Este domingo se han cumplido 30 años de la primera victoria del PSOE. Algunos de los que están leyendo estas líneas no habían nacido en 1982, y no me creerán si les digo que votar al PSOE en aquellas elecciones tuvo algo de radical. Sí, no os riáis, tuvo algo de radical. De verdad. Tened en cuenta que acabábamos de sufrir un esperpéntico golpe de Estado, y que todavía no se nos había ido el miedo del cuerpo. Tened en cuenta que en aquella época podían darte una paliza por llevar una chapita de OTAN NO. Tened en cuenta que la mayoría de los políticos en activo —los padres de los actuales dirigentes del PP— soltaban caspa franquista, y no se sentían nada cómodos con los controles de la democracia. Votar a aquel PSOE significaba mandarlos a todos casa. ¿A quién no le gustaría hacer eso hoy? ¿A quién no le gustaría mandar a casa al tóxico Gallardón y a sus tasas? Bueno, pues aquella vez lo conseguimos.

No estoy echando en falta al PSOE, ni siquiera tengo nostalgia de aquel PSOE, que resultó ser —como su líder— un fraude colosal, un engaño devastador para la democracia y también para la izquierda, que desde entonces anda perdida. Todo lo contrario: la derrota del PP y la regeneración del sistema pasa inexorablemente por la desaparición del PSOE tal y como lo hemos conocido hasta la fecha. Por eso, ante la ambiciosa ceguera de Rubalcaba, empeñado en salvarse a sí mismo y a los suyos a costa de su partido, me pregunto si este hombre no será en realidad un topo del PP, empeñado en retrasar a toda costa la imprescindible voladura de un partido en ruinas.
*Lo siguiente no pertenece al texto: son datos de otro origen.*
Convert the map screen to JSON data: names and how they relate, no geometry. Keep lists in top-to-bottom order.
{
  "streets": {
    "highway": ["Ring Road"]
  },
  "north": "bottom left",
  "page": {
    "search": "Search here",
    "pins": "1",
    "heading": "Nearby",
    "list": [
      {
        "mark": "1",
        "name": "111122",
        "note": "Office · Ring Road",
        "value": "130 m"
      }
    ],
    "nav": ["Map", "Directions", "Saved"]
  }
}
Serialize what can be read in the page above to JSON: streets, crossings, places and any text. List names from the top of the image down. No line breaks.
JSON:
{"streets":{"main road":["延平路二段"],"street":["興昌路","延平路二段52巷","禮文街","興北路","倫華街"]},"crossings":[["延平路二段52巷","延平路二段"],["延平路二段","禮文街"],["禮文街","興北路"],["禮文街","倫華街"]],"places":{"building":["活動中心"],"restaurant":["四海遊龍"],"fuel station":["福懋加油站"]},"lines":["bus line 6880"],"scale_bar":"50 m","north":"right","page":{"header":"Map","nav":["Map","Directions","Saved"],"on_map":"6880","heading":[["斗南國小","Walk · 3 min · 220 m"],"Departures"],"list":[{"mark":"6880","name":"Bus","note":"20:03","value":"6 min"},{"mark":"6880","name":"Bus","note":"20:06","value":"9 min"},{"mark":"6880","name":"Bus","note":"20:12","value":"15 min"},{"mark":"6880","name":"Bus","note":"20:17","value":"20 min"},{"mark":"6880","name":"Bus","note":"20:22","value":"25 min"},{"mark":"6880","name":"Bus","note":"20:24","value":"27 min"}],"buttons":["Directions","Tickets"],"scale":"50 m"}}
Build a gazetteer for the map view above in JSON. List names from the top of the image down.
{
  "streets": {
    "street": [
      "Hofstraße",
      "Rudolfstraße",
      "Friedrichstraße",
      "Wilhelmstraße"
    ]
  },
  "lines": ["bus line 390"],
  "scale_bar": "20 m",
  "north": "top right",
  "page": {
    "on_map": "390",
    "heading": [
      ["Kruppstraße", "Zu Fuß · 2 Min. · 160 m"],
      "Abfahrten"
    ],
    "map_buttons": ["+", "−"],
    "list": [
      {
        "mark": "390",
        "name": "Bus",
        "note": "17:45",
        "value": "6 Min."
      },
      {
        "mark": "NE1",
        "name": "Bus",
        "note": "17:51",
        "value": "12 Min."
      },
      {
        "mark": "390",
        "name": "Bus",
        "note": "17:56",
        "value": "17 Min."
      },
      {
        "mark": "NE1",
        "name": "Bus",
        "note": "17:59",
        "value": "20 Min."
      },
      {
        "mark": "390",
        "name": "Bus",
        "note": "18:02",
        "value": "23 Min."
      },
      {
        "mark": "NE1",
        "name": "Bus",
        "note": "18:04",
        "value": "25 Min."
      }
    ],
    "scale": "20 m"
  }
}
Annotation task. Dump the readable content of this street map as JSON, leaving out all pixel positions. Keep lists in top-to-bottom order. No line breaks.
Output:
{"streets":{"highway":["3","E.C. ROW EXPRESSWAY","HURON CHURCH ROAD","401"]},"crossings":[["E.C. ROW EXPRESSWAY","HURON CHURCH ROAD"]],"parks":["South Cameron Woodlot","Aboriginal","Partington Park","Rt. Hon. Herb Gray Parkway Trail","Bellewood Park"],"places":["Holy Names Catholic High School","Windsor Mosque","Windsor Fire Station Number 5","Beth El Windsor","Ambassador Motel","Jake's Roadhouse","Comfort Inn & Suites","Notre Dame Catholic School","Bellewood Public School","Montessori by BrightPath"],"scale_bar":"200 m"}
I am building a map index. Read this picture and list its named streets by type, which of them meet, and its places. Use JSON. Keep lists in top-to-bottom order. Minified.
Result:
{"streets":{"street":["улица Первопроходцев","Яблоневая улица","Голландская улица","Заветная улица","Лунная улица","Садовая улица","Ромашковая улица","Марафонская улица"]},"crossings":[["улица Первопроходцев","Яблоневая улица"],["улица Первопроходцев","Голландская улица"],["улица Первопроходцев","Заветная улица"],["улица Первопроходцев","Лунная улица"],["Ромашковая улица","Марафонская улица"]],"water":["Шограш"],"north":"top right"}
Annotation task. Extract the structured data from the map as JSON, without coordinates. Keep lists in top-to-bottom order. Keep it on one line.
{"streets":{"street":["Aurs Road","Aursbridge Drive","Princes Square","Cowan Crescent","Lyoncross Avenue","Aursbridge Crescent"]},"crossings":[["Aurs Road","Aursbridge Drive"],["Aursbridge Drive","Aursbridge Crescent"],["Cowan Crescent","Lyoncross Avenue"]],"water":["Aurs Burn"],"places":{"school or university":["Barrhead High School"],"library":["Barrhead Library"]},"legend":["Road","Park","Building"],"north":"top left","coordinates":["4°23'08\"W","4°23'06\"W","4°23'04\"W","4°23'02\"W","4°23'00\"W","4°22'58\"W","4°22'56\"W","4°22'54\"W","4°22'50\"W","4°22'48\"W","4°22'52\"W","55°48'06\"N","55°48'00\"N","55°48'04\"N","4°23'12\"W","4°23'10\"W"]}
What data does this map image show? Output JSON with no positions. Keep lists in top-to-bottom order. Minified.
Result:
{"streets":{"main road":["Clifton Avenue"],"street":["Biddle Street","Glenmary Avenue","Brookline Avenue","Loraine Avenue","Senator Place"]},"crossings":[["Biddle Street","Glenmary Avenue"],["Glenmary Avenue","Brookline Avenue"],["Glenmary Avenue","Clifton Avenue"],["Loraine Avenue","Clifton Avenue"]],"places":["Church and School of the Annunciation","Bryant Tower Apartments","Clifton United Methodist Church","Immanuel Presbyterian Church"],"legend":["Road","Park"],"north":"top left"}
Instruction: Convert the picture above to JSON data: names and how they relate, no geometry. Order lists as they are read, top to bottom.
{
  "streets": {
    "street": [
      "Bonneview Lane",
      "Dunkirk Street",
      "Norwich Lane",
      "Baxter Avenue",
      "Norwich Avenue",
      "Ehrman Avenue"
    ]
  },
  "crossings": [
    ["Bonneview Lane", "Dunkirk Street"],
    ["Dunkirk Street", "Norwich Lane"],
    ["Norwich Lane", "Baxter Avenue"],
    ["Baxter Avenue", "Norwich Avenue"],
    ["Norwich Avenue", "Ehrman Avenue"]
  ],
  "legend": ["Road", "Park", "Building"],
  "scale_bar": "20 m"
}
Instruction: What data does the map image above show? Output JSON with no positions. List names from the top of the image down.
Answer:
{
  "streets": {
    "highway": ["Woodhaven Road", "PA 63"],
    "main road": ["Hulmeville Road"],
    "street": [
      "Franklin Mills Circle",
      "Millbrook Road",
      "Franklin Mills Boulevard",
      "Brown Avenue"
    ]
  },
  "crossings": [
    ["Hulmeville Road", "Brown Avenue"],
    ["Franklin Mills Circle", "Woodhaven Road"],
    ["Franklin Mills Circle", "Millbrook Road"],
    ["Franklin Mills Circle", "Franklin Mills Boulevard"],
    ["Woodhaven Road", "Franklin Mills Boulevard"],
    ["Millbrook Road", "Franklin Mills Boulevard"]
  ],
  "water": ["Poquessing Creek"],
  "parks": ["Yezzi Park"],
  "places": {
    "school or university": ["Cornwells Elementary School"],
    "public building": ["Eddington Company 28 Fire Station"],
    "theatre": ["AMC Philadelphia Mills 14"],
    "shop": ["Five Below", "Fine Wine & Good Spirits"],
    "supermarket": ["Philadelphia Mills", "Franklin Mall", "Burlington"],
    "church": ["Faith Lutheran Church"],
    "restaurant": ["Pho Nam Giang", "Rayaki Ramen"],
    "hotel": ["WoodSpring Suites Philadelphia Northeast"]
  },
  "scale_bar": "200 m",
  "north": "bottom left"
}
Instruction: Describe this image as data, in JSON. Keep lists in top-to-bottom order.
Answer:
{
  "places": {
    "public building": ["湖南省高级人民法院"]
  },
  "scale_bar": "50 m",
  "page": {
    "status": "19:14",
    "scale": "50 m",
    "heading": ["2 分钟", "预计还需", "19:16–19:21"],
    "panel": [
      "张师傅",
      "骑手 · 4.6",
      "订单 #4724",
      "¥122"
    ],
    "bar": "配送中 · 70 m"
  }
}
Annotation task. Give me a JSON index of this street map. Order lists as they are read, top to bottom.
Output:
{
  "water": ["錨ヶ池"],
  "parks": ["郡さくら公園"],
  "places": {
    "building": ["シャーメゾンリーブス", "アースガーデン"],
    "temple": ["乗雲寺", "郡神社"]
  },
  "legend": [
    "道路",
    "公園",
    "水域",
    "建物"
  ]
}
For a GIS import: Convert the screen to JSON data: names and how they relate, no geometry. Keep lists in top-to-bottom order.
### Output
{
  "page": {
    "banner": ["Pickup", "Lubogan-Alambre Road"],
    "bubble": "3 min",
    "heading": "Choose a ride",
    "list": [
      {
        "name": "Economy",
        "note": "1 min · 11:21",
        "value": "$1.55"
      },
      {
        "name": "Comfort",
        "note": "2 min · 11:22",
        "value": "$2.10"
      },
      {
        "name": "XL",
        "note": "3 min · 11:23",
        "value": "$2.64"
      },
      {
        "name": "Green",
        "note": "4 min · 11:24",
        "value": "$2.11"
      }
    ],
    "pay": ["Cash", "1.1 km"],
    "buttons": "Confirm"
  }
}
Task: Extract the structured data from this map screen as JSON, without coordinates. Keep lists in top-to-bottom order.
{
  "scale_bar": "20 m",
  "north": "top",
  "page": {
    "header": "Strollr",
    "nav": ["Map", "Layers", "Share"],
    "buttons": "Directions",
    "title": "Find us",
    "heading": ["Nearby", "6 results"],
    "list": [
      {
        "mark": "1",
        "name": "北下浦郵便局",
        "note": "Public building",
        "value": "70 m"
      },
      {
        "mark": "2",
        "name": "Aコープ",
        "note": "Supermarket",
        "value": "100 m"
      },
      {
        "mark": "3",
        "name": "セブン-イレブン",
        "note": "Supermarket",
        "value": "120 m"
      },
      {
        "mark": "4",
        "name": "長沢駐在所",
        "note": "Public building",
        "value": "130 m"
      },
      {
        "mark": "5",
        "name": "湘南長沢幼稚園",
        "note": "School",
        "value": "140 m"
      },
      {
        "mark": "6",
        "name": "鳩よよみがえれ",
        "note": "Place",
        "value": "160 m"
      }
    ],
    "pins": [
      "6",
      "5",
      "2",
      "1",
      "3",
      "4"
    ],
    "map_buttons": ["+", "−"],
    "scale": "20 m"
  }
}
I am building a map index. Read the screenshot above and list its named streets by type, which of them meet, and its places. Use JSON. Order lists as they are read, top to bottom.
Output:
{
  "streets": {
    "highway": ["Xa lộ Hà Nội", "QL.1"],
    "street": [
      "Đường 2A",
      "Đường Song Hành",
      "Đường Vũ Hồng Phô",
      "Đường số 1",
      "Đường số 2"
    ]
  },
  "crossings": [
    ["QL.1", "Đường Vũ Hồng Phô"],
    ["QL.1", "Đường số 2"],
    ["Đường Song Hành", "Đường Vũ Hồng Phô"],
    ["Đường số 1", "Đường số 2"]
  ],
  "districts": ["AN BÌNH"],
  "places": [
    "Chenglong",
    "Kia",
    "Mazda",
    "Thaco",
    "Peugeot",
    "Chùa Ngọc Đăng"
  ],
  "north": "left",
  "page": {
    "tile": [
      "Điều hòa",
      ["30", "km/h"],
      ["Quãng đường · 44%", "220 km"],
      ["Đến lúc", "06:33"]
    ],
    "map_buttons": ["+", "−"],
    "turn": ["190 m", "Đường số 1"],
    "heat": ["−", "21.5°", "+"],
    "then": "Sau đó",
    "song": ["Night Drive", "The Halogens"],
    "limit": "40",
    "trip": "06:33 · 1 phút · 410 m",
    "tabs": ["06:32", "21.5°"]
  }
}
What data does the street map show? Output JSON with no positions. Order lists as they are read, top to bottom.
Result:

Lo que echo en falta es la sensación que teníamos en el 82 de que soltábamos lastre, de que nos desembarazábamos definitivamente de lo viejo para entregar el gobierno a un grupo de jóvenes nacionalistas, como los llamó la CIA; a unos chicos sin experiencia, pero con el desparpajo y el poder necesario para cambiar las cosas. No cambiaron nada, o cambiaron muy pocas cosas, pero no estoy hablando de eso, sino del estado de ánimo que nos llevó a votarlos hace 30 años. Un estado de ánimo sin atisbo de temor o desesperanza. Eso es lo que echo de menos. Eso, y una figura como la Felipe González —antes de que revelara su verdadera naturaleza de lagarto—, capaz de encarnar y de llevar a la práctica aquel rabioso y radical deseo de cambio.